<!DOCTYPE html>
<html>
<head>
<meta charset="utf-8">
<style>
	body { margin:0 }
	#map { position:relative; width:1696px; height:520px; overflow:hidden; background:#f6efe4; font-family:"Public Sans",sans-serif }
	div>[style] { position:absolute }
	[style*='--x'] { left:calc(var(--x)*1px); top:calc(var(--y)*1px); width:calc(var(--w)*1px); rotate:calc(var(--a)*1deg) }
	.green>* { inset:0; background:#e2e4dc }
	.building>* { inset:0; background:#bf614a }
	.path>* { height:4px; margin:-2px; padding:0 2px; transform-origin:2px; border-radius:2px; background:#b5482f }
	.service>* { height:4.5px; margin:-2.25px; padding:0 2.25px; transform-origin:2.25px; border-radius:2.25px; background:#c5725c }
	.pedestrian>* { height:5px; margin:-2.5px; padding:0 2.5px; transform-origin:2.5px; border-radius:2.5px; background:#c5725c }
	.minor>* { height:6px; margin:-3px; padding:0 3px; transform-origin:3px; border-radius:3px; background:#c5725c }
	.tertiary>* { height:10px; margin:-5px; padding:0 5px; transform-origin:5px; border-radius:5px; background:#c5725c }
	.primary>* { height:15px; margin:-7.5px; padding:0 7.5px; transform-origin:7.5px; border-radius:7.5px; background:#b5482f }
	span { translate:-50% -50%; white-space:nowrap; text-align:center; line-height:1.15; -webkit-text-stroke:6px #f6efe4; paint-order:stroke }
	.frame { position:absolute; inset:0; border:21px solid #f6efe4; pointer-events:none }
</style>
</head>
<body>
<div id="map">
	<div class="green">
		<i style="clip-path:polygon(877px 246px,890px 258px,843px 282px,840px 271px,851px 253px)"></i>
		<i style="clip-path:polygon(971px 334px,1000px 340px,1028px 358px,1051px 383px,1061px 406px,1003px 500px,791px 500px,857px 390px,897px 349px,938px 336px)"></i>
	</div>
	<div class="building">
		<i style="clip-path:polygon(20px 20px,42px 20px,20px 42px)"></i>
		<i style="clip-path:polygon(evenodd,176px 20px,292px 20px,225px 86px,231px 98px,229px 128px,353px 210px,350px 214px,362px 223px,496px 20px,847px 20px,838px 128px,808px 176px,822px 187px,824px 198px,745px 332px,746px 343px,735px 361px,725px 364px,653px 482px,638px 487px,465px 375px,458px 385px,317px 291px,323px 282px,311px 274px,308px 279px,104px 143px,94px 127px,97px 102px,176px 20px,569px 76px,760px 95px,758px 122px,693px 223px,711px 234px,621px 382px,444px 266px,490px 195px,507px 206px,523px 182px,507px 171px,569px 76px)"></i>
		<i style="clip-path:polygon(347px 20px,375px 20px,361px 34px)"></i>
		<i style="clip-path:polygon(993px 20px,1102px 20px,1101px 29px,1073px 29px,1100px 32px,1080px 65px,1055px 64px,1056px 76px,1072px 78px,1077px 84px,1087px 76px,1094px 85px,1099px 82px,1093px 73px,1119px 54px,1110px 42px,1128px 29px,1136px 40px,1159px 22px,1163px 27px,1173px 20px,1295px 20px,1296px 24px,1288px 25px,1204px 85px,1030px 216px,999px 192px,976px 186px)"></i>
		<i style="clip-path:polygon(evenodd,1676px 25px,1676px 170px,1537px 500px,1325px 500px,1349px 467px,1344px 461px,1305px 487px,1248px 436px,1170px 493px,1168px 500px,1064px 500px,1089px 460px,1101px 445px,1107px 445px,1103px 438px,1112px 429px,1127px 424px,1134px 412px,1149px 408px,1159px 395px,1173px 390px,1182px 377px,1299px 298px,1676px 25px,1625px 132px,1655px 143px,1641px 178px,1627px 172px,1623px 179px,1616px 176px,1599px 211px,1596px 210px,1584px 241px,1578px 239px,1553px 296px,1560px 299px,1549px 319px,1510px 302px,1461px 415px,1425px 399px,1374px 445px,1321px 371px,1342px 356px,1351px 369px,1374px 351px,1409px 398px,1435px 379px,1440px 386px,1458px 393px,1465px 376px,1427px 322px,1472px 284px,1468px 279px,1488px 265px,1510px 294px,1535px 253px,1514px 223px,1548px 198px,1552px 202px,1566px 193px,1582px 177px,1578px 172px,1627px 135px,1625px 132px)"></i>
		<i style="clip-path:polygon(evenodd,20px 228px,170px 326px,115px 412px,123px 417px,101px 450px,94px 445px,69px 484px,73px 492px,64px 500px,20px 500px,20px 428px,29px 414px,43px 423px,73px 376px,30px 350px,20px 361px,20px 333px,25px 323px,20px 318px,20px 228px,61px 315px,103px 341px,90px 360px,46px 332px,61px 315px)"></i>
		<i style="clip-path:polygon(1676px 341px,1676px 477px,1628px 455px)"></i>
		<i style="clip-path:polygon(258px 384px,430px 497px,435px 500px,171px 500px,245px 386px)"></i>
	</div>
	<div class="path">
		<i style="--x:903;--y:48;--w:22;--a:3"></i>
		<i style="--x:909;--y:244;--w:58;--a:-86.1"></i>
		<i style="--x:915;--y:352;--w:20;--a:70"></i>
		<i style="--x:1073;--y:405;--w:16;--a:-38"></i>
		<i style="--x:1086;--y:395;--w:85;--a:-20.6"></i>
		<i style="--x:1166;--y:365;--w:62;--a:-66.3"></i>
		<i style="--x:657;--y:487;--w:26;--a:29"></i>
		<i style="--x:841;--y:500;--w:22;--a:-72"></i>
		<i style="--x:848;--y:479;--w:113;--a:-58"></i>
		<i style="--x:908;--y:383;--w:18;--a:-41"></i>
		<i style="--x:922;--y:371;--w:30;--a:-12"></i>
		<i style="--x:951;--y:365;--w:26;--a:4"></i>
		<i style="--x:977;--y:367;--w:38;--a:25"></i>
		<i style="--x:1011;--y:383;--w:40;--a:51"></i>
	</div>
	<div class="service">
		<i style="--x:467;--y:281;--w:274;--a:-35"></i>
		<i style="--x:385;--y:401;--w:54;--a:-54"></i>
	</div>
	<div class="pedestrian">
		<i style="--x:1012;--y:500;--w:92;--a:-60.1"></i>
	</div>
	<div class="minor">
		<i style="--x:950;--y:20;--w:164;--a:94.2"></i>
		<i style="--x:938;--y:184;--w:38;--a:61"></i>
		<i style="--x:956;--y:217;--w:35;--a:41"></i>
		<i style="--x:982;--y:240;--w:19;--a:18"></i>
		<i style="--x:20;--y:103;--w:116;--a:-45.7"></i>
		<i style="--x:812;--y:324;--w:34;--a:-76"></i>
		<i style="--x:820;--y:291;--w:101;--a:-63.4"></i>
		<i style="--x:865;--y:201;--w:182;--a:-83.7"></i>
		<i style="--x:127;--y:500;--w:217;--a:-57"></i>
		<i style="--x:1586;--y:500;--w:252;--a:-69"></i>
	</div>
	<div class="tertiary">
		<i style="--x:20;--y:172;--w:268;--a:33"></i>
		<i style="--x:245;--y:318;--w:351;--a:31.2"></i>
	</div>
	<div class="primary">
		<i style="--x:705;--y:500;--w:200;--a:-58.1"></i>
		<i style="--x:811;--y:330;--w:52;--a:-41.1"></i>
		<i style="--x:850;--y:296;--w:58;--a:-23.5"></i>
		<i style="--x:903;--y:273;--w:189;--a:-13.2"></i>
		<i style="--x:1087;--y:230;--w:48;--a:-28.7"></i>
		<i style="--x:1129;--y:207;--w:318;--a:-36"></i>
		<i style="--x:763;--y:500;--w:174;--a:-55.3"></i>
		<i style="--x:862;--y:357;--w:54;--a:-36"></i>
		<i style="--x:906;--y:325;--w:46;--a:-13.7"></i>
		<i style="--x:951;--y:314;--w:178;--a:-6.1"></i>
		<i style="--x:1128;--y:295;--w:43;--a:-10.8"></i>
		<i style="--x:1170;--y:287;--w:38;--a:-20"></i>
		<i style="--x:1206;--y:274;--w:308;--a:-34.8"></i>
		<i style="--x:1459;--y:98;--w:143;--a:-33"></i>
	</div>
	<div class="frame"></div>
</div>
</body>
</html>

TO DO:
Say how many lines in the records contain the string "width", and say nothing else.

ANSWER SECTION:
2